The lines to repeat are those below from the one containing "display:grid; place-content:center; width:104px;" down to the one containing "border:12px solid #d22;", both included; reproduce them exactly and nothing else.

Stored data
-- Opening Marker --

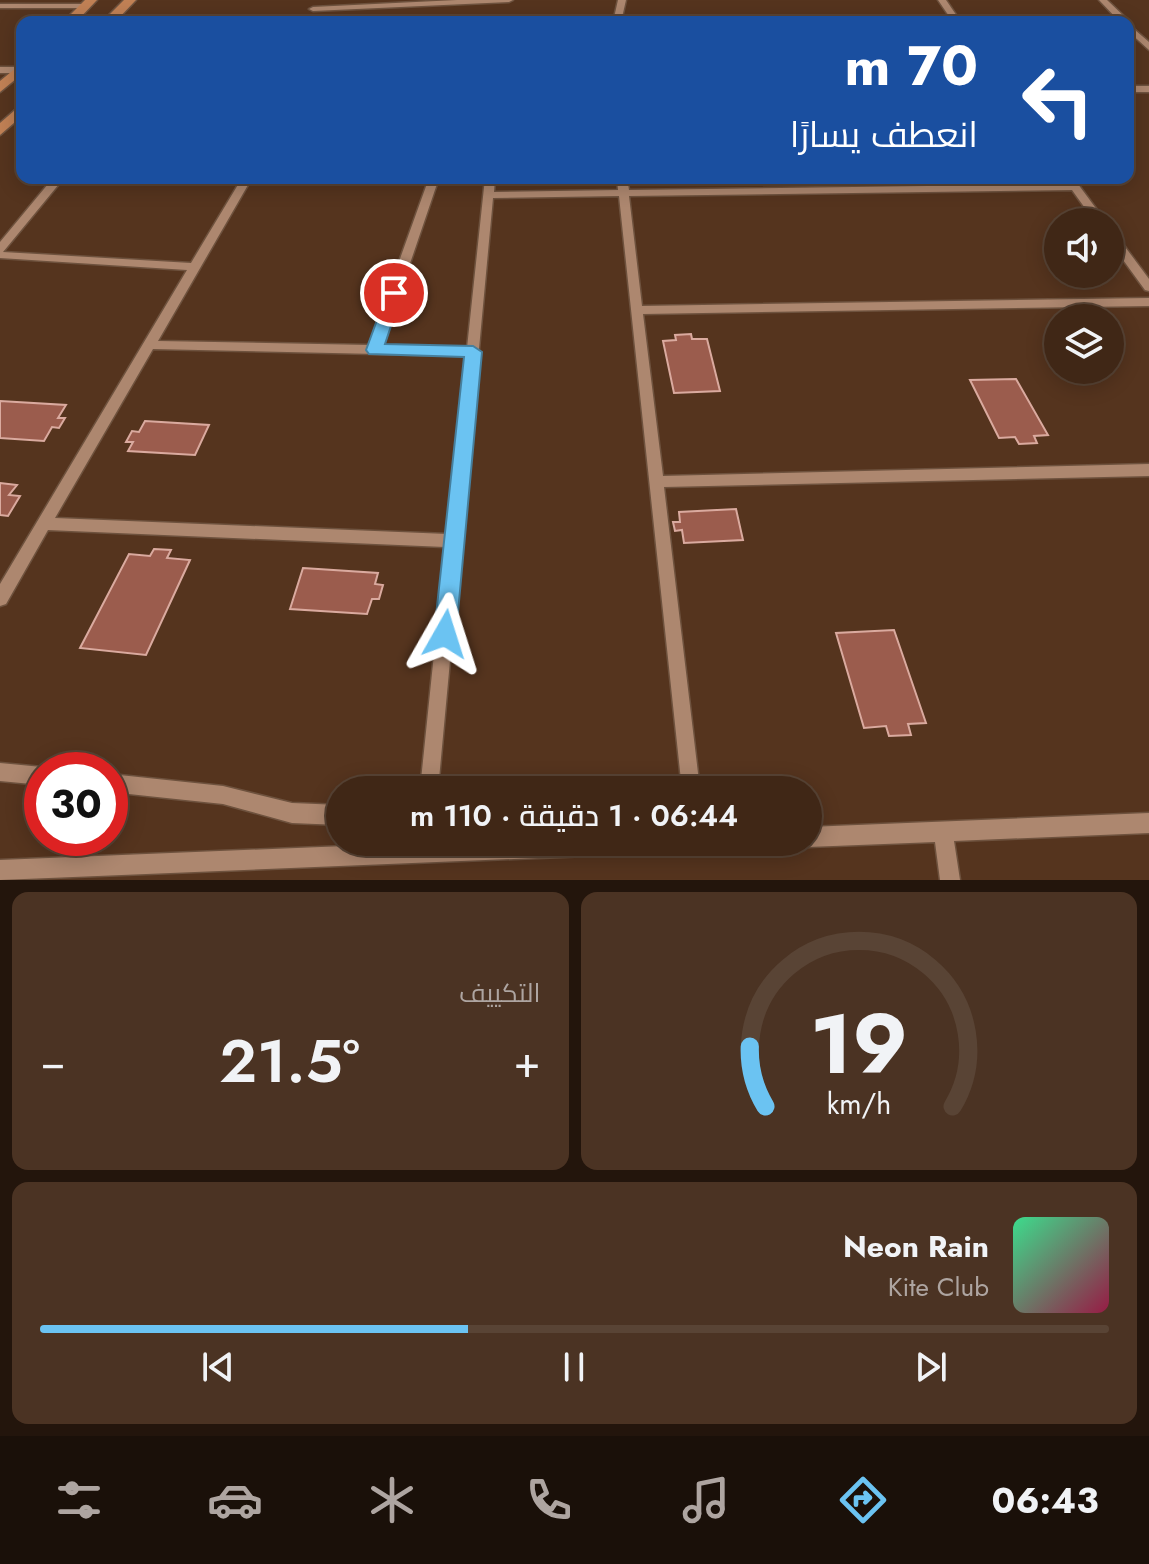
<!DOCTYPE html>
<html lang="ar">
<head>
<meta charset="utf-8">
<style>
  :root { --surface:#402716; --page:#4b3323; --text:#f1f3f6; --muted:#aea5a1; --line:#594435; --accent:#6bc3f2 }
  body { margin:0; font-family:Jost,Cairo,sans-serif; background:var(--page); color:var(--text); direction:rtl; height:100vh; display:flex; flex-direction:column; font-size:30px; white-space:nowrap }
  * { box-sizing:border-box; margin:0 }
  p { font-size:26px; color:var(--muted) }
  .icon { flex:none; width:44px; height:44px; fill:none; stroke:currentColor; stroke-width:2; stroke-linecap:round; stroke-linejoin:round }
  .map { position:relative; height:880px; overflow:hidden; direction:ltr }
  .details { display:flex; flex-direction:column; gap:12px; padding:12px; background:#23150c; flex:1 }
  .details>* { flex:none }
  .banner { position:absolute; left:16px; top:16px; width:1118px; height:168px; border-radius:16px; box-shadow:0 4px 20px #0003,0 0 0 2px var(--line); direction:rtl; background:#1a4fa0; color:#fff; overflow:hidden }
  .fabs { position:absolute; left:1044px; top:208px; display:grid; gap:16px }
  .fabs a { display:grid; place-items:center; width:80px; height:80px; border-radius:50%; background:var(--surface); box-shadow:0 4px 20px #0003,0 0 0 2px var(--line); font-size:40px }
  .speed { position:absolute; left:24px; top:752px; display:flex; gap:16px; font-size:40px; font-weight:700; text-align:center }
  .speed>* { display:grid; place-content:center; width:104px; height:104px; border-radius:50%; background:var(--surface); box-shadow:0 4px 20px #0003,0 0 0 2px var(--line); line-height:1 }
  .speed .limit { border:12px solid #d22; background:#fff; color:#111 }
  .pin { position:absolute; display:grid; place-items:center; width:68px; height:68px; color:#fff; margin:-34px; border:4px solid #fff; border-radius:50%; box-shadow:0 2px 8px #0007 }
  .me { position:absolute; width:88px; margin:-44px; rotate:6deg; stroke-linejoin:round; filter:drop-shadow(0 0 6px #0008) }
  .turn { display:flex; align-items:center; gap:28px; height:168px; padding:0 24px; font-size:36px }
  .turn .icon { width:104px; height:104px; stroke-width:2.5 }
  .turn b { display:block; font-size:56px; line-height:68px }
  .big { font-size:60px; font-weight:600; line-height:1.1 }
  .details .tile { flex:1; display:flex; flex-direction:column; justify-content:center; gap:12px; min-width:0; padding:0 28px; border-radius:16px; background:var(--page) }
  .details .dial { align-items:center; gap:0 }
  .dial svg { height:208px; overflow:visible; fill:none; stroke:var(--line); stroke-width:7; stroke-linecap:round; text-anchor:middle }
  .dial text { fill:var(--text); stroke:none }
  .song { display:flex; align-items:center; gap:24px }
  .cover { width:96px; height:96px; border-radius:12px; background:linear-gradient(135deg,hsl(150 70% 55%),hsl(340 70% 35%)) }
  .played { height:8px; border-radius:4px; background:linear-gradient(90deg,var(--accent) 40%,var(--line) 40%) }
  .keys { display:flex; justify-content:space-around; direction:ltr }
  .heat { display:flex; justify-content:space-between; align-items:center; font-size:44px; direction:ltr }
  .details .tiles { flex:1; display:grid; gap:12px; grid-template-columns:1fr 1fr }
  .tile:last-child { grid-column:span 2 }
  .trip { position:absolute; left:326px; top:776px; width:496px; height:80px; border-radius:40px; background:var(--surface); box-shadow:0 4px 20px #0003,0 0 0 2px var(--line); font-weight:600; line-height:80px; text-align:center; direction:rtl }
  .menu { display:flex; height:128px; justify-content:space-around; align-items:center; background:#1a1009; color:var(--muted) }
  .menu .icon { width:56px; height:56px }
  .menu .on { color:var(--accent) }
  .menu b { font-size:36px; color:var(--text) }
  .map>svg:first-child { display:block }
  .building { fill:#9b5c4d; stroke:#daaa9f; stroke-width:2 }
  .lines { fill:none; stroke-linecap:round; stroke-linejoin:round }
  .minor-casing { stroke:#6e523e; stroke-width:3 }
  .major-casing { stroke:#6e523e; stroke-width:3 }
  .minor { fill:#ad876f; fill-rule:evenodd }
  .major { fill:#c18155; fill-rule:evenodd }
  .route { fill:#6bc3f2; stroke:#467f9d; stroke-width:2 }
</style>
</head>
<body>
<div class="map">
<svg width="1149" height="880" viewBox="0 0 1149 880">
  <rect width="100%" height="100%" fill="#55341e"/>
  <!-- building -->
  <g class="building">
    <path d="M691,334L692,339H707L720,391L674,393L663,341L676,340L675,335Z"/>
    <path d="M1016,379L1048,435L1034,436L1037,443L1019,444L1015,437L999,438L970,380Z"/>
    <path d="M0,401L66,405L58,418H65L59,428L52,427L44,441L0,438Z"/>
    <path d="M145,421L209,425L195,455L128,451L133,442H126L132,431L139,432Z"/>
    <path d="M0,483L17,485L9,495L20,496L8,516L0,515Z"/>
    <path d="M736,509L743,540L684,543L682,530L675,531L673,522H680L679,512Z"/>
    <path d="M154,549L171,550L167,558L190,560L146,655L80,648L129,554L150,556Z"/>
    <path d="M303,568L378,573L375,584L383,585L379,599H372L367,614L290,609Z"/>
    <path d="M894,630L926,723L908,724L911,735L889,736L886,726L864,728L836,633Z"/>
  </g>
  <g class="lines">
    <defs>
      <g id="minor">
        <path d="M457,0H513L509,2L313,11L309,9L313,7Z"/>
        <path d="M618,0H626L621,22H613Z"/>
        <path d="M938,0H946L961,22H953Z"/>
        <path d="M1099,0H1107L1128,20L1129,22L1128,24L1149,42V50L1128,31V22H1120Z"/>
        <path d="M0,4H85L89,6L85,8H0Z"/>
        <rect x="0" y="67" width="22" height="6"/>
        <rect x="1128" y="86" width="21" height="6"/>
        <path d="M53,178H64L3,252L191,263L242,178H252L158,341L369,345L429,178H439L382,346L467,348L485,178H495L494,192L618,190L617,178H627L629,190L1067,184V180H1075L1106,222H1095L1072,190L629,196L642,306L1149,298V306L643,314L663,476L1149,464V476L664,487L700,790H682L619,196L493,198L438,790H420L445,547L48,530L6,604L0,606V584L187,270L0,258V242ZM153,349L466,356L447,534L55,518Z"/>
        <path d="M1110,231L1114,232L1149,279V291L1145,290L1110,242Z"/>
        <path d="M0,763L42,767L49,770H42V785L0,781Z"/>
        <path d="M110,774L223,786L292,803L340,805V825L292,823L223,804L110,792Z"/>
        <path d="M1149,813V833L954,841L960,880H940L935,842L808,847L800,842H808V827Z"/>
        <path d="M443,842H694L691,849L684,852L0,880V860Z"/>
      </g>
      <g id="major">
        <path d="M85,0H97L76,22H63Z"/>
        <path d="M124,0H136L115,22H102Z"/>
        <path d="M22,63V74L0,92V81Z"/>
        <path d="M22,104V116L0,135V123Z"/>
      </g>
    </defs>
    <!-- minor casing -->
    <use href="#minor" class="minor-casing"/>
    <!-- major casing -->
    <use href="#major" class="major-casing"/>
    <!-- minor -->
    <use href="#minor" class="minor"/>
    <!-- major -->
    <use href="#major" class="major"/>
  </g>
  <!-- route -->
  <path class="route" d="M394,288L402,293L385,344L473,346L482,352L456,634L452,641L445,644L437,641L434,634L464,357L369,354L366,350L387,293Z"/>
</svg>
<div class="fabs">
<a><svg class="icon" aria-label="sound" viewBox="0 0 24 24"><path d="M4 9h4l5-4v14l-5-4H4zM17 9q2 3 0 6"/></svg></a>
<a><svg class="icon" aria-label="layers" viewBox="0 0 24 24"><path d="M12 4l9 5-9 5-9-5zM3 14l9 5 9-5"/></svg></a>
</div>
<div class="speed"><div class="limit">30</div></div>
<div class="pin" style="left:394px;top:293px;background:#d93025"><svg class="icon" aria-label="arrive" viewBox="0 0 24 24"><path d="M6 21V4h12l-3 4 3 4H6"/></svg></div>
<svg class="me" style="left:445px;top:634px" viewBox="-20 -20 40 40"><path d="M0-17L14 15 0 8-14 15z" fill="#6bc3f2" stroke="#fff" stroke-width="4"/></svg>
<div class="trip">06:44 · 1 دقيقة · 110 m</div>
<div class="banner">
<div class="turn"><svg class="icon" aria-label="left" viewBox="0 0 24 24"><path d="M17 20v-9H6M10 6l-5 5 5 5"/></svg><div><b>70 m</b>انعطف يسارًا</div></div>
</div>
</div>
<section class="details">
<div class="tiles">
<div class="tile dial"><svg viewBox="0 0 100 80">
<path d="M14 69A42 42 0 1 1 86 69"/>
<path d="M14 69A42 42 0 0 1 8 46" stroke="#6bc3f2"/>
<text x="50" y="56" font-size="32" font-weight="700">19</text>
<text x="50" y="72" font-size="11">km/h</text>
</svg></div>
<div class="tile"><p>التكييف</p>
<div class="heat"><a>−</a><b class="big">21.5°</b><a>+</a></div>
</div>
<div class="tile">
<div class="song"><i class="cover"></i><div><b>Neon Rain</b><p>Kite Club</p></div></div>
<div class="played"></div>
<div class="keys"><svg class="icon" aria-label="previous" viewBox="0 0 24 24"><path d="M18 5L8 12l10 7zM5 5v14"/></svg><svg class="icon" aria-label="pause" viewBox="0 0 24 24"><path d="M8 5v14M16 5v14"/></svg><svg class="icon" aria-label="next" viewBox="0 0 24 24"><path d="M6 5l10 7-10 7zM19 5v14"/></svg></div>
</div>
</div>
</section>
<nav class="menu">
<b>06:43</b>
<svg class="icon on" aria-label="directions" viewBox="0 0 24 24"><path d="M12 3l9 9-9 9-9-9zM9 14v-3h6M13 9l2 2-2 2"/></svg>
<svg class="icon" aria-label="music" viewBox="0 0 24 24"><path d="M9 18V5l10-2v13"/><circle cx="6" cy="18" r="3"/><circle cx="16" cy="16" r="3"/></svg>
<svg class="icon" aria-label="phone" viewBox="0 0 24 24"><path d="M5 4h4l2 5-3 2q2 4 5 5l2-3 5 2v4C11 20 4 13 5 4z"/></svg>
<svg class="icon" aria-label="climate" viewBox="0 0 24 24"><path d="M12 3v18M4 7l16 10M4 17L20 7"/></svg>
<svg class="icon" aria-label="car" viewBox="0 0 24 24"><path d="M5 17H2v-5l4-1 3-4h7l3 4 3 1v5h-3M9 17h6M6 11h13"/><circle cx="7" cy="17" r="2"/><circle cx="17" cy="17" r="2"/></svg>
<svg class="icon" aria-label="filters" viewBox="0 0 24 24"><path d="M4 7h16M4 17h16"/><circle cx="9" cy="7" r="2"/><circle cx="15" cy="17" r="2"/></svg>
</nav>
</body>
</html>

-- Closing Marker --

**RESPONSE TO THIS EXERCISE:**
  .speed>* { display:grid; place-content:center; width:104px; height:104px; border-radius:50%; background:var(--surface); box-shadow:0 4px 20px #0003,0 0 0 2px var(--line); line-height:1 }
  .speed .limit { border:12px solid #d22; background:#fff; color:#111 }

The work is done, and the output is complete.